MU tech glitch may cost docs millions

'We can see why (providers) are unhappy.'
By Government Health IT Staff
10:01 AM
Stressed man with head on laptop
A technical glitch in the reporting system of the Centers for Medicare & Medicaid Services meaningful use program could cost physicians millions of dollars in penalties.
A CMS rule, published Aug. 29, let EHR users show compliance with the meaningful use program using older forms of technology, provided they do so by Oct. 1. The rule was intended to make it easier to qualify for meaningful use incentive payments.
But some doctors using older EHRs said that CMS won't be ready to register their actions until mid-October and, as a result, will have 1 percent of their 2015 Medicare payments withheld, according to a report from Politico.

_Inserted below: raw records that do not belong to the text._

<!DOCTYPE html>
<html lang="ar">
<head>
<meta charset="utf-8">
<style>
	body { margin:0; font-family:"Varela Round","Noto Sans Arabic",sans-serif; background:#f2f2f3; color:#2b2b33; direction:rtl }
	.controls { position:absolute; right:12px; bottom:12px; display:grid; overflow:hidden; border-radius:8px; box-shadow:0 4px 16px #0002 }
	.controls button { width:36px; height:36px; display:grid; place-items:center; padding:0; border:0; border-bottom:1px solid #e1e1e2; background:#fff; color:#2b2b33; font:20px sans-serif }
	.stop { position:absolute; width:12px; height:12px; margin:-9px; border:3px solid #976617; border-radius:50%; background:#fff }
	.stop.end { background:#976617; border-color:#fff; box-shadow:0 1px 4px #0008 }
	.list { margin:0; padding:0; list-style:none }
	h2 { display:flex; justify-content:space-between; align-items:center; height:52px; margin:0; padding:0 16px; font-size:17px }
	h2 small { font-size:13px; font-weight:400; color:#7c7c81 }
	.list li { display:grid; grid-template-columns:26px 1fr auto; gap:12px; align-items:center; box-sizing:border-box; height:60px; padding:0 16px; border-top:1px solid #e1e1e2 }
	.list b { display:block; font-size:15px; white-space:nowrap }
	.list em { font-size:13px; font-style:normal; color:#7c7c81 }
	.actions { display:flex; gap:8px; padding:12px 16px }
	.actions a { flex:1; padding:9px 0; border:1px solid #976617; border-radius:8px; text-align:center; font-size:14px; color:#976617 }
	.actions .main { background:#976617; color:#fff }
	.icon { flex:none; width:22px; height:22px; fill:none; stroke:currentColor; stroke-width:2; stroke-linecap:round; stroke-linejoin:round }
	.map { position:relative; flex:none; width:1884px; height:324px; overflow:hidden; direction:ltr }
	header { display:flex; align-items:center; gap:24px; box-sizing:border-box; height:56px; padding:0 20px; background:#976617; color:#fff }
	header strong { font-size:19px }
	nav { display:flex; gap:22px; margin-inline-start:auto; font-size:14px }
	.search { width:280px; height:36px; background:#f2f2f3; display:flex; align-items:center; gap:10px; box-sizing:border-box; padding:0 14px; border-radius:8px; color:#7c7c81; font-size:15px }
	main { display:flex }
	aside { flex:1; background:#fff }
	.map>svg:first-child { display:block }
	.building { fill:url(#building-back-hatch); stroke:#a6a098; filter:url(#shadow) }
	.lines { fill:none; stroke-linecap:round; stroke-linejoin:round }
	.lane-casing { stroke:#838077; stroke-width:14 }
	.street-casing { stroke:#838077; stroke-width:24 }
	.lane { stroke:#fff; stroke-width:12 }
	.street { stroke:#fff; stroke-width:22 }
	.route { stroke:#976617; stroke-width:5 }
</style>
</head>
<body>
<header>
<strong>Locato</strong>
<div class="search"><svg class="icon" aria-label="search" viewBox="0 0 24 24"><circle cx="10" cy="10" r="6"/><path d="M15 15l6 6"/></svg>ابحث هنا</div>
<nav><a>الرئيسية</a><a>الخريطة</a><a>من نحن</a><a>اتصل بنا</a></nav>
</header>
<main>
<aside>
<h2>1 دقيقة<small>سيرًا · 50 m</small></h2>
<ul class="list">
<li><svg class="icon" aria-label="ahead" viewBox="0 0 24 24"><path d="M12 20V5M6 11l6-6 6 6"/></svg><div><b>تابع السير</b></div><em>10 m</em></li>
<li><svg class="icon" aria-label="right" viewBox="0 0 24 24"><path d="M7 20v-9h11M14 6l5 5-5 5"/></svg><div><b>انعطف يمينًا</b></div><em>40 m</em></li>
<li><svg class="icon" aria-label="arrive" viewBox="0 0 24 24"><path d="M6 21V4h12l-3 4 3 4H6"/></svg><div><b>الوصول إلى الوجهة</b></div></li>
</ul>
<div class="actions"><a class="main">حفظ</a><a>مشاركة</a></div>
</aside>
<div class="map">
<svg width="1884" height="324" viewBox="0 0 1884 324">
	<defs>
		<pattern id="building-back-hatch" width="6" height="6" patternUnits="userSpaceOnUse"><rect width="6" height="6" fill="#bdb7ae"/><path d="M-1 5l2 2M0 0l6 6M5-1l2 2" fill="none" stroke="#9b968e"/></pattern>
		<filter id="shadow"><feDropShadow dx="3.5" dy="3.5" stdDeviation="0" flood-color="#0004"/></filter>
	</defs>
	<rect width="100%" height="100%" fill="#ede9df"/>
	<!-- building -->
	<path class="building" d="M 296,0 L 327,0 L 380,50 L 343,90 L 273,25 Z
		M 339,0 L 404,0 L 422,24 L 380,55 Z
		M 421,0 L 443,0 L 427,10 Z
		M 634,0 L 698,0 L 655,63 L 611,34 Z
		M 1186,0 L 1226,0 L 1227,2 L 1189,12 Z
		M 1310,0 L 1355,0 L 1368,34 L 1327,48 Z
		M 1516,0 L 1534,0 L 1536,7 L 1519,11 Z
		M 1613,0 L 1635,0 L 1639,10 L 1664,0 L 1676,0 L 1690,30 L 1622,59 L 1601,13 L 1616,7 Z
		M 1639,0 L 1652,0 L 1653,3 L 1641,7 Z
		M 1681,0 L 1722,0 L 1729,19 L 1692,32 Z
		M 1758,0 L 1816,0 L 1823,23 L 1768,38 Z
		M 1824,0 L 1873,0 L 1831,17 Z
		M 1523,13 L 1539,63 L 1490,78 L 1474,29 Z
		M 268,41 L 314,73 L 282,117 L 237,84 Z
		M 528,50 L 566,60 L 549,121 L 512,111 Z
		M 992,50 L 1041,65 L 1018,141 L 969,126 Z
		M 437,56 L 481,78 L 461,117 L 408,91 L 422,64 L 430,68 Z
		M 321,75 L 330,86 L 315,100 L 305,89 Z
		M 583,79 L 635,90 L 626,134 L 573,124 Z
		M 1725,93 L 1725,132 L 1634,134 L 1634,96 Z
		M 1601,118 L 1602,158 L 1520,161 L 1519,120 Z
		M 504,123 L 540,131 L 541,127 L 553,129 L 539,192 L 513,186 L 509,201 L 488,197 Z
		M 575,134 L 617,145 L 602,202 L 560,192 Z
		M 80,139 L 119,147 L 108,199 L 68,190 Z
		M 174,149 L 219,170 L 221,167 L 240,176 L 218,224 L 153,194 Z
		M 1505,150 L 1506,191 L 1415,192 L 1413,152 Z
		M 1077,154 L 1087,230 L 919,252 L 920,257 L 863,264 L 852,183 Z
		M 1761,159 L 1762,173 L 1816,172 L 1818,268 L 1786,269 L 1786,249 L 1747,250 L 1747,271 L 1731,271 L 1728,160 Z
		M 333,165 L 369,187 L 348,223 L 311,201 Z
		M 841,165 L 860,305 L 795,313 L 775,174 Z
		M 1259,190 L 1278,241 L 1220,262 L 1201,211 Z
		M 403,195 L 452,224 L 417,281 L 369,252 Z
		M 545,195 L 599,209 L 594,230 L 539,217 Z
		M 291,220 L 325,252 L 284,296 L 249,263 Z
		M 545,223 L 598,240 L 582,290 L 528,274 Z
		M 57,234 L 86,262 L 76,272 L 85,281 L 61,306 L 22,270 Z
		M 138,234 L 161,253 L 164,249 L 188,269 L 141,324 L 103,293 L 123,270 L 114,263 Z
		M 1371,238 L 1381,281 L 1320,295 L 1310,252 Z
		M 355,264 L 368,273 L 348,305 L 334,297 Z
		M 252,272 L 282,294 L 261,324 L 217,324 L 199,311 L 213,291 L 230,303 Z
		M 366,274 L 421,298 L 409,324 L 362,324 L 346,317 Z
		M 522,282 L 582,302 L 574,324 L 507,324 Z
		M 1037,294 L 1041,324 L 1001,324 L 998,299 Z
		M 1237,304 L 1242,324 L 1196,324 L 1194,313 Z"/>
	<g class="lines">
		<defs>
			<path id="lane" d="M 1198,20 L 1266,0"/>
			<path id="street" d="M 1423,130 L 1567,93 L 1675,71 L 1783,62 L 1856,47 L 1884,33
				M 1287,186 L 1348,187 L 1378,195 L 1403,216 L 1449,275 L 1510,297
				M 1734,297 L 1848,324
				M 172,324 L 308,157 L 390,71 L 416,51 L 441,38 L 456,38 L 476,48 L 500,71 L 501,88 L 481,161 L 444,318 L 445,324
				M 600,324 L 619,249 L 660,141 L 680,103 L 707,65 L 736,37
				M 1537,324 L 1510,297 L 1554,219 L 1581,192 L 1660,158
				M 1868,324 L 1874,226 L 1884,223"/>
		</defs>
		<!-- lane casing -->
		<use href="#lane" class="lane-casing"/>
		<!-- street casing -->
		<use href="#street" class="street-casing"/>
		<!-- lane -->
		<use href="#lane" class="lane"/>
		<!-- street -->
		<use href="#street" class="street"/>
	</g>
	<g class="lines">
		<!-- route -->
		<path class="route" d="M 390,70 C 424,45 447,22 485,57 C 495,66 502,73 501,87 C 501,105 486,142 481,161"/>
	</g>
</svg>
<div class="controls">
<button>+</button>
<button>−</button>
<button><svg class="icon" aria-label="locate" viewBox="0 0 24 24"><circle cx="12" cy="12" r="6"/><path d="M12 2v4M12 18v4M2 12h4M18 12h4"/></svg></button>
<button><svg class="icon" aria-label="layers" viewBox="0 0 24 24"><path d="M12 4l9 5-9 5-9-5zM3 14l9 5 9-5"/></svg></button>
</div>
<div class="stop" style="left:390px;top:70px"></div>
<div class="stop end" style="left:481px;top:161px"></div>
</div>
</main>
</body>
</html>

The glitch was revealed earlier this month in a meeting with EHR vendors, Politico reported, citing Mark Segal, vice president for government and industry affairs at GE Healthcare IT. Providers who show they complied with the meaningful use program this year will get incentive payments for 2014 but will suffer penalties for 2015, he said. "We can see why they are unhappy," Segal said, according to Politico.
The number of doctors affected by the problem could number in the thousands, Politico noted, adding that CMS has not commented on the issue yet. This year, more than 2,300 doctors and other eligible healthcare workers showed meaningful use with the 2014 certified electronic health record technology.
Difficulties in complying with the reporting programs related to EHRs have caught the attention of Congress.
Earlier this month, in fact, new legislation was introduced in Congress to offer providers more flexibility in showing meaningful use compliance. The bill would remedy HHS' "short-sighted final rule" requiring 365 days of EHR reporting in 2015.
Called, the The Flexibility in Health IT Reporting, or Flex-IT, Act of 2014, it would allow providers to report their technology upgrades in 2015 through a 90-day reporting period as opposed to a full year. It would help providers, who say the shortened reporting window would help them better manage meaningful use's many onerous mandates.
By allowing providers to have the option to choose any three-month quarter for the EHR reporting period in 2015 to qualify for MU, "hundreds of thousands of providers would have a better shot of meeting Stage 2 requirements safely and effectively," said Congresswoman Renee Ellmers, R-N.C., a sponsor of the bill.